*** Opening MATERIAL PROVIDED ***

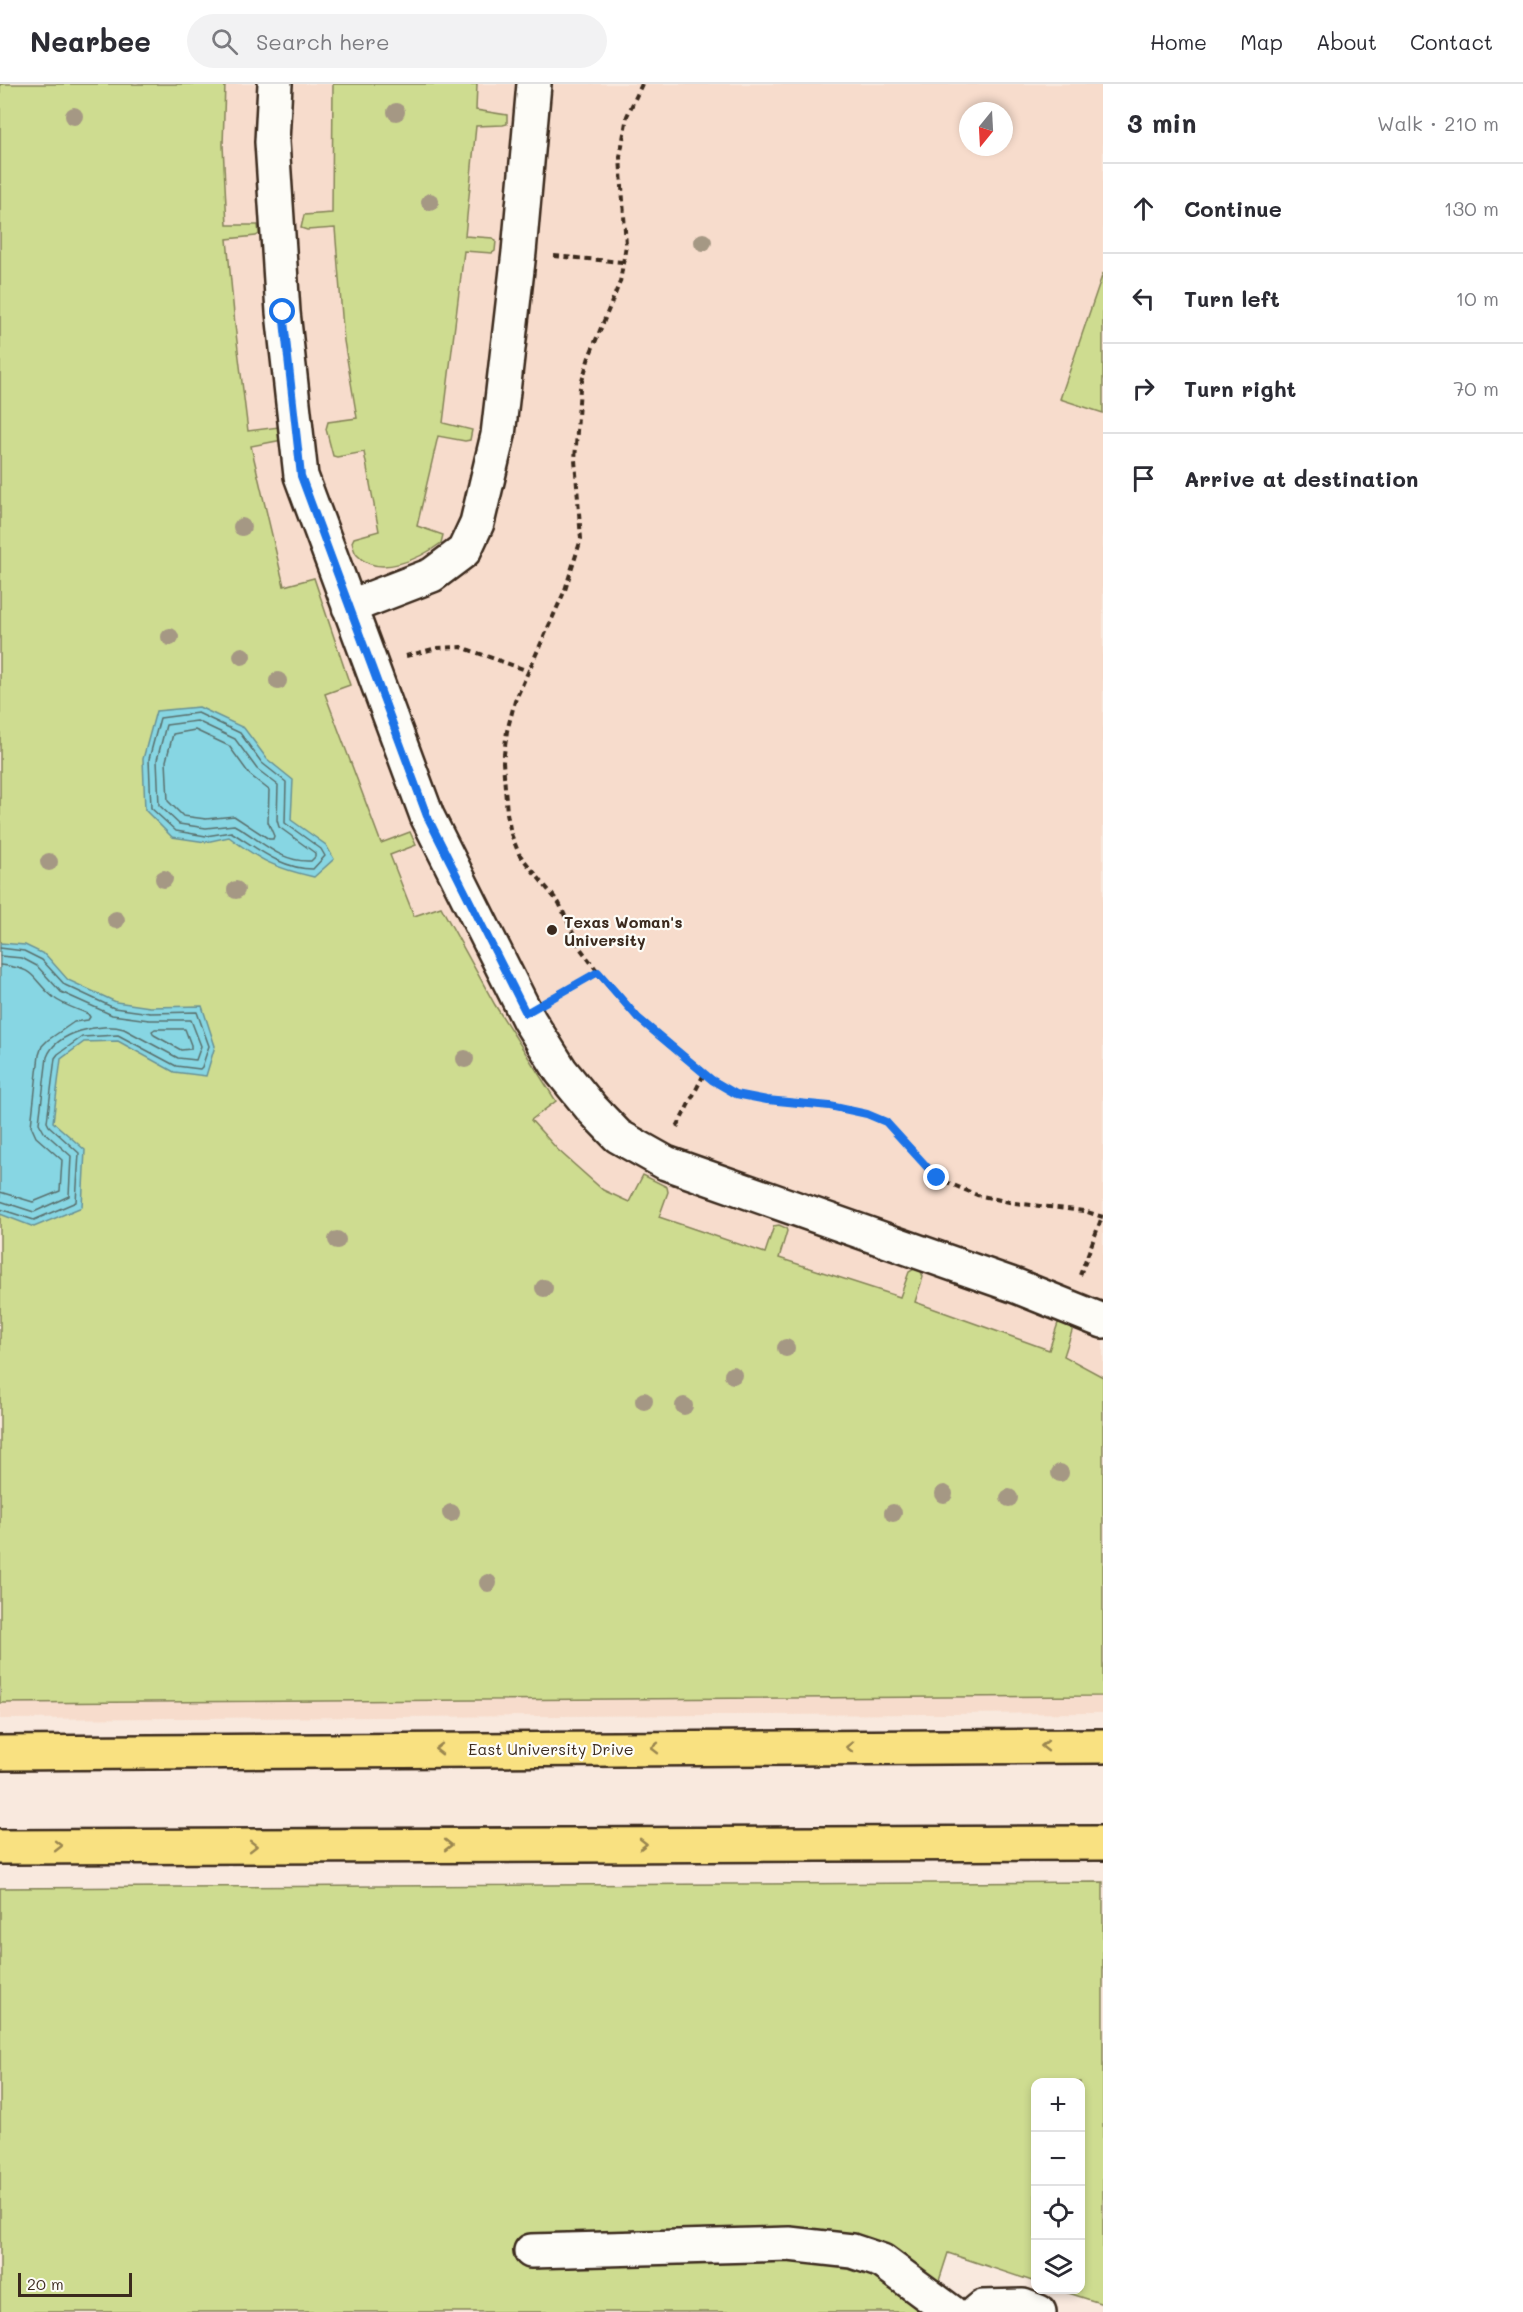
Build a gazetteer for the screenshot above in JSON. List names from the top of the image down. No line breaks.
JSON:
{"streets":{"main road":["East University Drive"]},"places":["Texas Woman's University"],"scale_bar":"20 m","north":"bottom","page":{"header":"Nearbee","search":"Search here","nav":["Home","Map","About","Contact"],"heading":["3 min","Walk · 210 m"],"list":[["Continue","130 m"],["Turn left","10 m"],["Turn right","70 m"],"Arrive at destination"],"map_buttons":["+","−"],"scale":"20 m"}}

*** Closing MATERIAL PROVIDED ***

Wherever a picture appears in the material above, skip it and copy the rest without change.

Build a gazetteer for the screenshot above in JSON. List names from the top of the image down. No line breaks.
JSON:
{"streets":{"main road":["East University Drive"]},"places":["Texas Woman's University"],"scale_bar":"20 m","north":"bottom","page":{"header":"Nearbee","search":"Search here","nav":["Home","Map","About","Contact"],"heading":["3 min","Walk · 210 m"],"list":[["Continue","130 m"],["Turn left","10 m"],["Turn right","70 m"],"Arrive at destination"],"map_buttons":["+","−"],"scale":"20 m"}}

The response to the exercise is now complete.